A Holy Grail ‘Missa’ at Disney Hall
/By Truman C. Wang
2/23/2026
Sunday afternoon at Walt Disney Concert Hall felt genuinely historic. Gustavo Dudamel — after 17 years with the LA Phil — finally tackled the piece he calls his "holy grail": Beethoven's Missa Solemnis, Op. 123. And it was worth every year of anticipation.
This is not easy music. Beethoven himself considered it his greatest work, yet its 80-minute scale and punishing demands on every musician in the room keep it off concert programs. Astonishingly, Dudamel conducted the piece from memory, without a baton (as church choir directors do), and turned in a brilliant reading of the Missa.

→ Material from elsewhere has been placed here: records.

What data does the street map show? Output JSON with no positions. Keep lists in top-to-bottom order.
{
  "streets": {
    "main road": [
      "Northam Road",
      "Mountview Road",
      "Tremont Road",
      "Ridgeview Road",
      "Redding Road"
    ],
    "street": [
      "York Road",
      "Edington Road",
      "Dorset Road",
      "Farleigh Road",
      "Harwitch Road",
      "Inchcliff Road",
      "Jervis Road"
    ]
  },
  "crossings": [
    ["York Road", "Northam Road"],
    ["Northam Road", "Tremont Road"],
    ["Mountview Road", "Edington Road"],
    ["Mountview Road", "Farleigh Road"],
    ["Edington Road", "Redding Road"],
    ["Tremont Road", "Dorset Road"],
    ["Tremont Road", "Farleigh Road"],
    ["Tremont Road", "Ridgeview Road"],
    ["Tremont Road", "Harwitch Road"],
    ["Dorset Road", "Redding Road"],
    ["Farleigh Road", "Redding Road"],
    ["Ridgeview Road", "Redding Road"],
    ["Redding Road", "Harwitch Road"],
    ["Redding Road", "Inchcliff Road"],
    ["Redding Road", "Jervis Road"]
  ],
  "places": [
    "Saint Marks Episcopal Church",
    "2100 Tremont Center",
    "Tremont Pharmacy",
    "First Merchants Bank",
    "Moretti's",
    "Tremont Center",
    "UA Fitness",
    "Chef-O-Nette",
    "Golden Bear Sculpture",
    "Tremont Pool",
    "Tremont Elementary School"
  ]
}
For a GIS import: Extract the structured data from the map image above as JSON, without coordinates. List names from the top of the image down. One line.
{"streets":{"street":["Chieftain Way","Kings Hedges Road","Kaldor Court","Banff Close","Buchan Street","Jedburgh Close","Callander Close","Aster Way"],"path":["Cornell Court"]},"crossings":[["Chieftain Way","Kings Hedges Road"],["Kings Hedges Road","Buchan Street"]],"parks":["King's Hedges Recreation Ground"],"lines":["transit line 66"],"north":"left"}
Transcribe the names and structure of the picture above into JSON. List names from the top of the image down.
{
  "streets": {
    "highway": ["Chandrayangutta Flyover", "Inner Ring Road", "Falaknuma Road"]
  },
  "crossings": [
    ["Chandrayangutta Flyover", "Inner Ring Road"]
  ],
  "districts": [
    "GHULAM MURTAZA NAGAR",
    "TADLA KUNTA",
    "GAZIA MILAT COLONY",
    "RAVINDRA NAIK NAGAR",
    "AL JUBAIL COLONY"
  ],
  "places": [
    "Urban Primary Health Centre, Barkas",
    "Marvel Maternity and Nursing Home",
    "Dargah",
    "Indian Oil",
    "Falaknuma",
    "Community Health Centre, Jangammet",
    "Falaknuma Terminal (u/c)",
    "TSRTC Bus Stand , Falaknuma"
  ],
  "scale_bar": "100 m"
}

I have attended many performances of Beethoven’s Missa, but none with a larger force or a more stellar solo quartet – soprano Pretty Yende, mezzo-soprano Sarah Saturnino, tenor SeokJong Baek, and baritone Rod Gilfry (substituting for the originally announced Nicholas Brownlee). The 125 voices from two of Barcelona's finest choral ensembles, the Orfeó Català and the Cor de Cambra del Palau de la Música Catalana, were prepared by their conductor Xavier Puig. The combined effect was nothing short of overwhelming.
This was the Barcelona choir’s second collaboration with L A Phil, following their 2024 Fidelio in Spain. In the Missa, the sheer visceral excitement of the massive choral body (occupying five tiers behind the orchestra) was shattering: the shouts of “gloria” at the end of the Gloria fugue, and the even more staggering Credo and Sanctus fugues at warp speed (to my ear approaching Toscanini’s 140 metronome speed.) On the downside, some rhythmic and textural details were inevitably lost or drowned out: the inaudible soloists in Qui tollis, the smudged eighth notes in Laudamus te, the sudden hushed tone in Quoniam tu solus Sanctus. But I am nitpicking.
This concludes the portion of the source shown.